Attingendo ai vari dizionari online disponibili, ma con la consapevolezza che questa lista sia solo la punta dell’iceberg lessicale dell’isola, si può stilare un vero e proprio prontuario per l’aspirante pipistrellologo sardo che cerca di non confondersi: si va dai nomi che ne descrivono l’aspetto, come Sorighe Pinnadu o Soriche Campinu (topo alato, ça va sans dire), a quelli che ne imitano il verso o il ronzio del volo, come Thuthurreddu, Zuzzurrì o Tintirriolu, che paiono usciti da una filastrocca dadaista. Ci sono le descrizioni più poetiche ma criptiche, come Pilloni Annapau o Pizzoni d’Itria, e quelle più pratiche e immediate: Alipeddita, Alibedde o Arrundibeddu cum aba de peddi, che si traduce nel non molto lusinghiero rondone con ala di pelle. E poi ci sono gli autentici capolavori di bizzarria fonetica, i nomi che, se scritti su una lavagna, farebbero partire la stand-up comedy: Cinciripillelle, Zinzimurreddu, Ticchirriolu ‘e Pedde, Passulitolta e l’epico Ciginiu. A leggere questo insieme di suoni si rischia seriamente una distorsione della mascella.
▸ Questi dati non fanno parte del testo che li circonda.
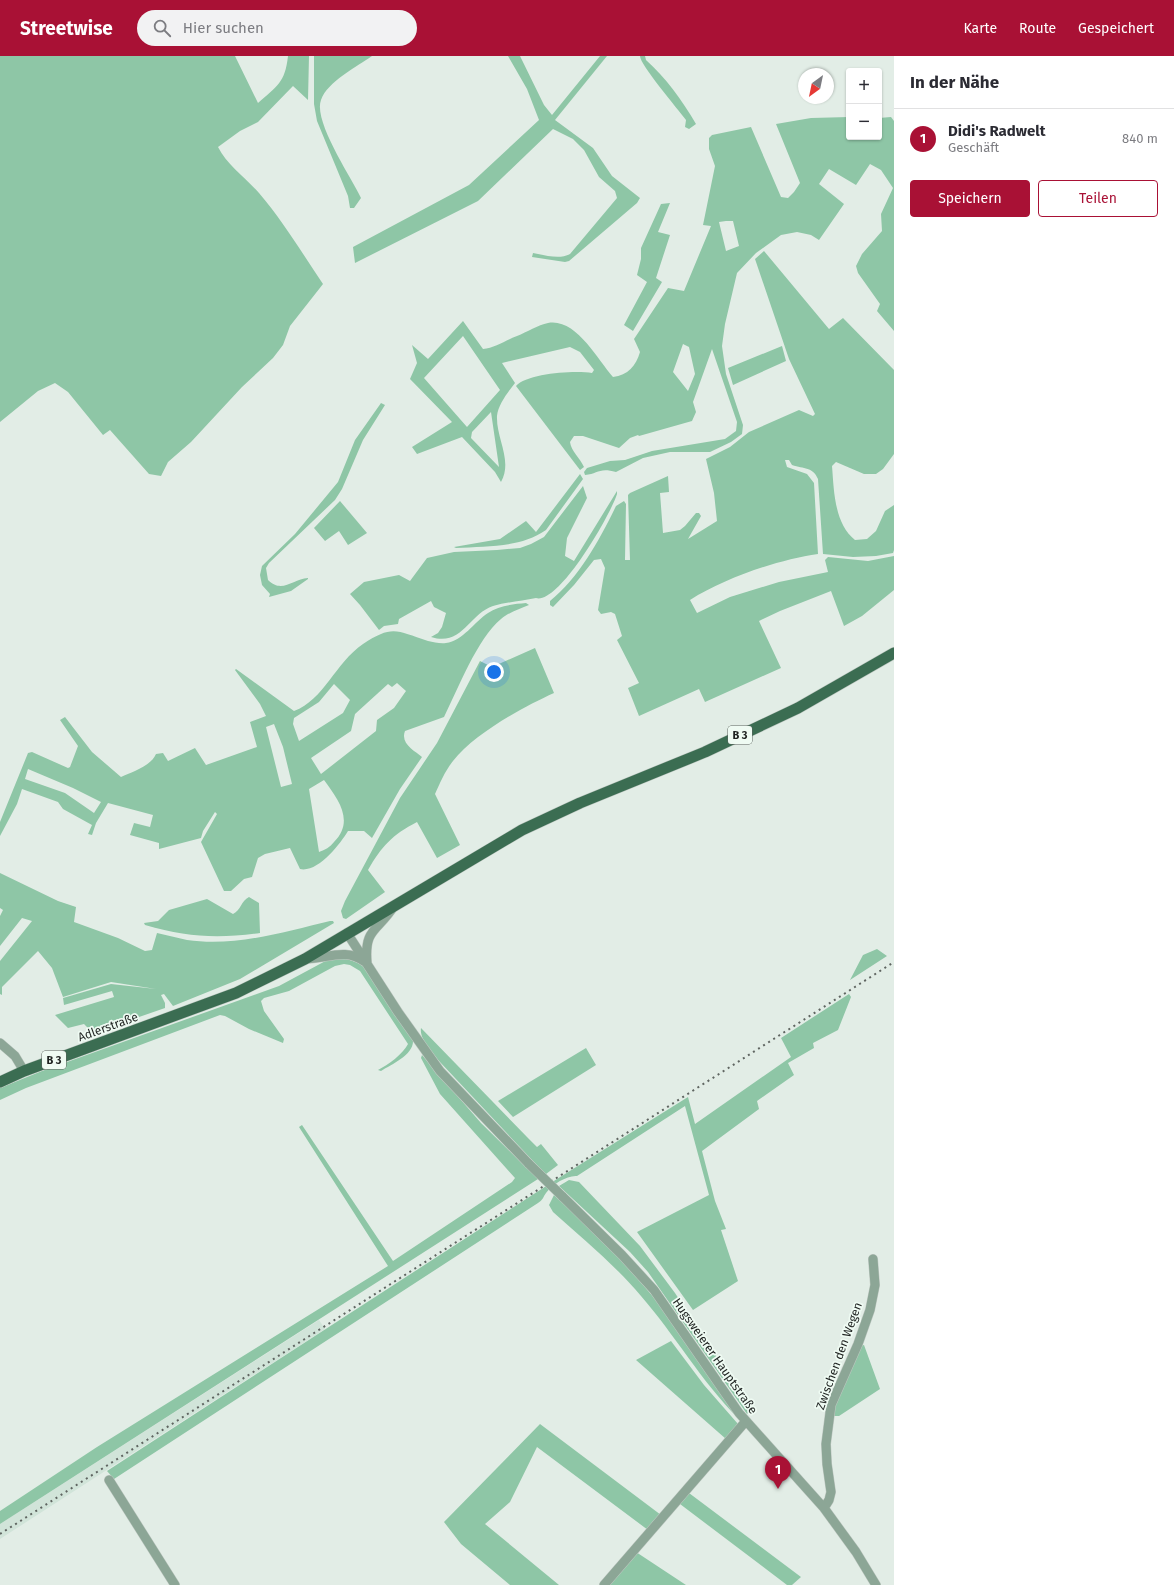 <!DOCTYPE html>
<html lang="de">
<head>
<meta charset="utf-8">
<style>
  :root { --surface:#fff; --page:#f2f2f3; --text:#2b2b33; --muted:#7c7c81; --line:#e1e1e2; --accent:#a91135 }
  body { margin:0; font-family:"Fira Sans",sans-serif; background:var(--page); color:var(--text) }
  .controls { position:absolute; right:12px; top:12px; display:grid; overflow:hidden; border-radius:4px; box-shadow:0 1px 3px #0004 }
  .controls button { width:36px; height:36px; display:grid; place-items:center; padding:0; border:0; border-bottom:1px solid var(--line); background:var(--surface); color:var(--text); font:20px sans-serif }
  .compass { position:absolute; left:798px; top:12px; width:36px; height:36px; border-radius:50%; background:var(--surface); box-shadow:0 1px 3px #0004; rotate:213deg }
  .you { position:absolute; left:494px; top:616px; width:14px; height:14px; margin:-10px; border:3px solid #fff; border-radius:50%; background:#1a73e8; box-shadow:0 0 0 6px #1a73e833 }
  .badge { display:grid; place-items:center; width:26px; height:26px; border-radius:50%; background:var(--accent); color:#fff; font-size:13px; font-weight:700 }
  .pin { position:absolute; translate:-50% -33px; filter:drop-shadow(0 1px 2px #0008) }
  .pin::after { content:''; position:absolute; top:21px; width:14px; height:12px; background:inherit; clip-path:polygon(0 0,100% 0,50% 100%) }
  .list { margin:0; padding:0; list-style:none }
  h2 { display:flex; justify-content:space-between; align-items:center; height:52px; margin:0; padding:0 16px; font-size:17px }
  h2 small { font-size:13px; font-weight:400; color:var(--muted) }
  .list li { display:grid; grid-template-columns:26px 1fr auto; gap:12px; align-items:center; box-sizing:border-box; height:60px; padding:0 16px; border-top:1px solid var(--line) }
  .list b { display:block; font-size:15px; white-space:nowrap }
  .list p { margin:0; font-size:13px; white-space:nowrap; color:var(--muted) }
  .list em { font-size:13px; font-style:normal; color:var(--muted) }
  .actions { display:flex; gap:8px; padding:12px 16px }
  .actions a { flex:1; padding:9px 0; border:1px solid var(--accent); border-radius:4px; text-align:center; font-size:14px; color:var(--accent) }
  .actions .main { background:var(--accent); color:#fff }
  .icon { flex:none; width:22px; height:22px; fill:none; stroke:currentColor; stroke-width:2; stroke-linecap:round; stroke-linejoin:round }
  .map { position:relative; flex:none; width:894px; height:1529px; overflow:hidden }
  header { display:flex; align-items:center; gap:24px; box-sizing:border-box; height:56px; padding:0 20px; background:var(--accent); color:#fff }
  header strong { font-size:19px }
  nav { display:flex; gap:22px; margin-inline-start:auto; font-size:14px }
  .search { width:280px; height:36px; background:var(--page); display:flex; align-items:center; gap:10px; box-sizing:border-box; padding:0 14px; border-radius:22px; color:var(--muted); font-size:15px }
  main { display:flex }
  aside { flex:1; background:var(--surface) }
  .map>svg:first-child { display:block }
  .built { fill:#d1e4d9 }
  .green { fill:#8ec6a6; fill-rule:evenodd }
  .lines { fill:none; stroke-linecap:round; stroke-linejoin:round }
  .minor-casing { stroke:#bfc8c2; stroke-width:10 }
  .major-casing { stroke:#bfc8c2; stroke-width:12 }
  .minor { stroke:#8ca696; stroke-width:9 }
  .major { stroke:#3b6d52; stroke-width:11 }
  .rail { stroke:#5f6561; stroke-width:2; stroke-dasharray:2 4; stroke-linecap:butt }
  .minor-bridge-casing { stroke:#bfc8c2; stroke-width:10; stroke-linecap:butt }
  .minor-bridge { stroke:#8ca696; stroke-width:9 }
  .labels { text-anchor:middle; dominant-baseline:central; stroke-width:3.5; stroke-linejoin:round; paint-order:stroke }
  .shield { fill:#effbf3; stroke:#5d635f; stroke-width:1 }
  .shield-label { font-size:11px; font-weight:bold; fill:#1e2220 }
  .street-label { font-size:12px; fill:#1e2220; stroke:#effbf3 }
</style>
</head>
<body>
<header>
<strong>Streetwise</strong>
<div class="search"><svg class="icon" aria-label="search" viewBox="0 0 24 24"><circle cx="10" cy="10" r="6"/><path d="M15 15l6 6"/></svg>Hier suchen</div>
<nav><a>Karte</a><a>Route</a><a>Gespeichert</a></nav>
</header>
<main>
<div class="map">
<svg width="894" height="1529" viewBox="0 0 894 1529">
  <rect width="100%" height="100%" fill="#e2ede6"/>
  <path class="built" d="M319,1264L325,1273L0,1483V1468Z"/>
  <path class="green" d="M0,0H235L258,47C277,30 285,27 288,0H309L308,44L293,30L258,66L240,75L218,91C227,109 245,121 259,137C283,165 302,197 323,228L290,270L283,289L273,302L242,331L191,386L168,406L161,420L149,418L110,374L103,379L68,336L55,327L38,335L0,366Z
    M314,0H372C358,10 327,26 321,44C313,65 351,121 361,142L354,152H350L348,140L317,65L314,48Z
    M508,0H520L544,49L552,59L600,0H607L555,64L593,92L612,120L640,142L637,147L569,205L565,206L532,201L533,197C545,199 559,204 570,198L617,142L615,135L599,121L584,94L573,83L553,73L478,145L355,207L353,191L469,129L539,64L527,33Z
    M640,0H645L646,4C666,22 682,44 696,68L689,73L685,71L686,64C678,53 640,9 640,0Z
    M849,61V81H879V62L891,61L894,65V275L877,255L880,248L858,217L856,210L862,198L882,175L881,158L893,132L881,114L870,108L856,129L829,113L819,128L844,148L819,184L811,179L797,176L781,179L756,197L737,217L725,268L722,290L726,318L743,369L742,378L731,386L710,396H670L643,402L616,416C599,411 598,418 585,419L584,416L587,412L610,405L625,404L652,395L725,383L736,375L737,366L712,293L693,346L696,356L692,365L639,380L638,379L630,382L619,392L583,380H574L570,386C571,395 580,402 584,411L580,414L516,330C527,317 576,314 592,317L594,314L580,296L570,291L502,307L515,327C508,336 498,349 497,360C496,382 513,405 501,426L495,416L462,381L417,398L412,391L452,366L410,323L417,307L412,289L428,303L463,265L483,293C495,292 506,284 517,280C527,276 538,269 548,267C576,262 597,303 613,321C628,319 636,310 640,296L634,283L668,232L684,235L711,170L703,169L715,110L709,93V82L712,79L751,71L781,141L788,142L794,136L800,127L776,68L811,62ZM726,165H733L739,190L726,195L719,166ZM463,280L500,334L467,371L424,322ZM683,288L689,291L695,318L688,335L673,316ZM491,356L499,411L471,382L472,376Z
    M670,147L658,176L670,179L656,222L662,226L633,275L624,269L647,226L637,219L641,203V192L661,148Z
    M764,195L829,273L843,262L894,314V398L883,413L876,418H864L836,406L832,410C834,434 834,467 855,484L867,483L876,475L885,455L894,449V494L893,497L876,500L853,501L823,498L818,423C813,411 804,413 792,409L789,404H785L787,411L807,418L814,427L818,498C777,504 725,522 690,544L697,557L730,541L779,526L828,516L825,504L828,501L868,505L894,500V534L862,560L844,570L831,535L780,555L759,565L781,612L705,646L699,633L639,660L628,632L639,627L617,584L622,580L615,558L611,556L601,558L598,554L605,512L601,503L594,504L574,529L553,551L550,549V545C579,522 600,483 616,450L624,445L626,448L625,504H630L628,439L630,437L668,420L669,436L660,437L663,477L680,474L685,470L696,457H699L701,460L688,483L717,465L714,437L706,403L730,391L749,376L799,354L813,360L815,358L789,303L755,203Z
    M782,290L786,305L733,329L728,312Z
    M381,347L385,349L363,384L342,433L335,444L269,507L266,512L268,524C282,538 293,523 308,522V523L291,535L269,541L270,538L262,529L260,519L262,510L295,478L338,426L355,384Z
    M580,418L583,423L546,474C520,492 487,490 456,492L454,491L500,483L526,465L536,476Z
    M583,430L587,442L567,482L565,500L574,505L617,435V438C611,458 559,549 536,542C522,545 507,546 493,550C469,558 462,591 431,581L438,577L442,571L446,557L434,551L431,545L399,563L398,568L384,570L379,574L360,549L350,538L364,526L399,519L410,525L427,502L454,496L497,494L520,492L531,488L544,481Z
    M340,445L367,477L348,489L339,475L325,485L314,472Z
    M526,547L529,549C520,553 509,556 501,563C477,583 458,633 444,661L405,675C400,688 415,695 422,701L400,733L372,782L364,775H348C340,788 318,817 300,813L290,792L265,798L258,802L252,821L244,823L231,835H224L201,786L217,758L215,756L203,775L201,782L159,793V787L130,779L134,767L150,771L153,759L108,747L96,767L92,779L88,778L92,769L63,753L58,746L22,733L17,748L0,780V766L28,697L32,696L68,712L70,711L78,690L60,664L65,661L92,696L121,721C132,716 151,710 156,698L163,697L168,705L195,692L206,709L257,691L250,666L266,660L260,648L235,614L236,613L294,655C324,644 335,607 363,588C393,568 397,575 428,585C434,586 440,588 446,587C463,585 474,566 488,557C498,550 513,548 526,547ZM397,627L406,635L394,652L377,664L376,675L321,718L311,702L351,675L355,658L388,628L392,631ZM334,628L350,644L343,657L299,685L293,668L294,662L319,646ZM274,668L283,691L292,728L281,731L266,671ZM28,713L73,732L101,746L94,757L65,737L25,723ZM324,724C338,743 355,765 334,786C330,791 325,794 319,796L309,733Z
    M535,592L554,637C523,651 474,678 453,705C445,715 440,727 435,738L460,789L437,802L417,766C392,779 382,790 368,814L385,836L346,863L343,862L341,855L345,845L400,742L437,687L480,605L492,611Z
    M0,817L58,845L76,851L74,866L118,882L145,895L152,894L157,877C167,879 177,882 187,884C235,891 284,876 330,865H333L334,867L240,923L173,950L164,938L161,939L165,947V952L93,977L84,968L68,972L55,959L114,941L112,935L64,949L63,942L111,928L156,933L111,926L63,941L52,912L38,895L2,931V939L0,938V905L32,865L22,862L0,890V860L3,854L0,852Z
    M249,841L259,847L260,877C216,883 187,881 145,869L144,867L158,865L169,854L207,843L233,858C241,854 241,845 249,841Z
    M877,893L887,900L850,924L863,899Z
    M331,902C344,902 353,903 364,911L413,984C414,999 392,1008 381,1015L378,1014C388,1009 403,998 408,988L360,915L350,909L344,908L335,910L289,935L264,942L261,945L264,955L284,983L283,987L249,973L225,960L220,959L26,1032L0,1044V1032L42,1015L279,930Z
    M849,938L851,941L838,974L813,987L814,992L788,1007L794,1019L757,1045L759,1053L702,1095L715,1145L726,1173L721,1174L738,1225L693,1254L637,1176L709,1139L685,1050L577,1120C568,1119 552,1128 546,1137C543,1141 543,1144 538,1147L114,1423L107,1415L557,1123L688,1041L695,1068L791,1001L781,982Z
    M421,972L527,1081L537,1091L541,1088L558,1109L546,1118L532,1104L439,1005C433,997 419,983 421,972Z
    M586,992L596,1009L513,1061L498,1045Z
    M422,999L481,1067L538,1123L0,1468V1455L97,1391L388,1210L299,1071L302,1069L393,1205L512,1126L515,1122L440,1038L421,1002Z
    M569,1124L579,1126L640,1190L675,1237L751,1354L747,1358L648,1216L630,1196L559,1130Z
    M554,1139L612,1193L656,1244L738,1362C701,1325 675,1279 641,1240C615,1209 583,1183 553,1156L549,1149Z
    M671,1285L704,1329L738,1368L726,1383L636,1304Z
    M864,1289L880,1333L839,1360H834L836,1343L860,1290Z
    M540,1368L661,1459L648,1474L537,1391L510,1446L485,1468L559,1529H510L461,1488L444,1466Z
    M689,1437L801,1521L792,1529H787L680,1448Z
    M636,1496L686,1529H607Z"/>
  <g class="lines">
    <defs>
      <path id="minor" d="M347,877L398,956L440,1015L529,1108
        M305,903C327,903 345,891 365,906
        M367,907C364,871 378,876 394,850
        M0,987L15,1000L24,1015
        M562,1140L622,1199L654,1234L739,1357L824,1452L856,1496L876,1529
        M109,1424L175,1529
        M824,1452L829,1444L831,1436L827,1408L826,1388L831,1349L858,1288L870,1254L875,1229L873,1203
        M604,1529L746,1365"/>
      <path id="major" d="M0,1026L24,1015L236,937L305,903L522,774L580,747L705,696L798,652L894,597"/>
    </defs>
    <use href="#minor" class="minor-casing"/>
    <use href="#major" class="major-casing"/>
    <use href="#minor" class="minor"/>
    <use href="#major" class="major"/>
    <path class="rail" d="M0,1478L894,906"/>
    <defs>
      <path id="minor-bridge" d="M529,1108L562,1140"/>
    </defs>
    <use href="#minor-bridge" class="minor-bridge-casing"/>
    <use href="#minor-bridge" class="minor-bridge"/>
  </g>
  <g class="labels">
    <g class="shield">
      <rect x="728" y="670" width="24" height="18" rx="3"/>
      <rect x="42" y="995" width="24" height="18" rx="3"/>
    </g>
    <g class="shield-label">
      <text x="740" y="679">B 3</text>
      <text x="54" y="1004">B 3</text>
    </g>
    <g class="street-label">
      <text transform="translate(108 971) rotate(-20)">Adlerstraße</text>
      <text transform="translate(715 1300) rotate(55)">Hugsweierer Hauptstraße</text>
      <text transform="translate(839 1300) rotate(-70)">Zwischen den Wegen</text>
    </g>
  </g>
</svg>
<div class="controls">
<button>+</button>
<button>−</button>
</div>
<svg class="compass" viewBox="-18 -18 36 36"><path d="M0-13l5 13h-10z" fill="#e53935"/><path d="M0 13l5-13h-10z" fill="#7c7c81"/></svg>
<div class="you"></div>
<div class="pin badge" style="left:778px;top:1433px">1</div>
</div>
<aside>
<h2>In der Nähe<small></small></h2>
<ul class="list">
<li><span class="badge">1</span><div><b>Didi's Radwelt</b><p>Geschäft</p></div><em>840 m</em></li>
</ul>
<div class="actions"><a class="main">Speichern</a><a>Teilen</a></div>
</aside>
</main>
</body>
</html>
Se ci fosse un premio per la fantasia nominativa, il pipistrello sardo lo vincerebbe a mani basse, lasciando gli altri mammiferi a chiedersi perché a loro sia toccato il banale “cane” o “gatto”.
Sizzimurreddu, Alipeddita, Pidobedda, Thuthurreddu, Thuthureri, Aratta Pinnata, Tirriolu, Sorighe, Pinnadu, Cinciripillelle, Pilloni Annapau, Zurrundeddu, Tintirriolu, Pinnetteddu, Impeddhone, Sazzamurreddu, Ticchirriolu ‘e Pedde, Zuzzurrì, Alibedde, Ratapignata, Terriolu, Zuzzurrundeddu, Pisteddu, Tzirrioru, Zinzimurreddu, Thutthurreri, Impeddhone, Sorighe Pinnadu, Soriche Campinu, Sizimurreddu, Arrundibeddu cum aba de peddi, Tittirriolu, Tutturreri, Su pinnetteddu, Tintirriolupedde, Sturrundeddu, Sorighe Pinnazzulu, Zunzurrittu, Pipisteddu, Pizzoni d’Itria, Arrepittinatu, Cincirriolu, Passulitolta, Atzulipedde, Ciginiu, Tsintsimurru, Attilipedde.
E adesso, dopo questa prova di forza linguistica, la domanda è d’obbligo: in un’isola con una tale passione per le etichette, è possibile che l’elenco sia davvero completo? Qualcuno dei lettori conosce altri appellativi per questo involontario protagonista di una lezione di sardo?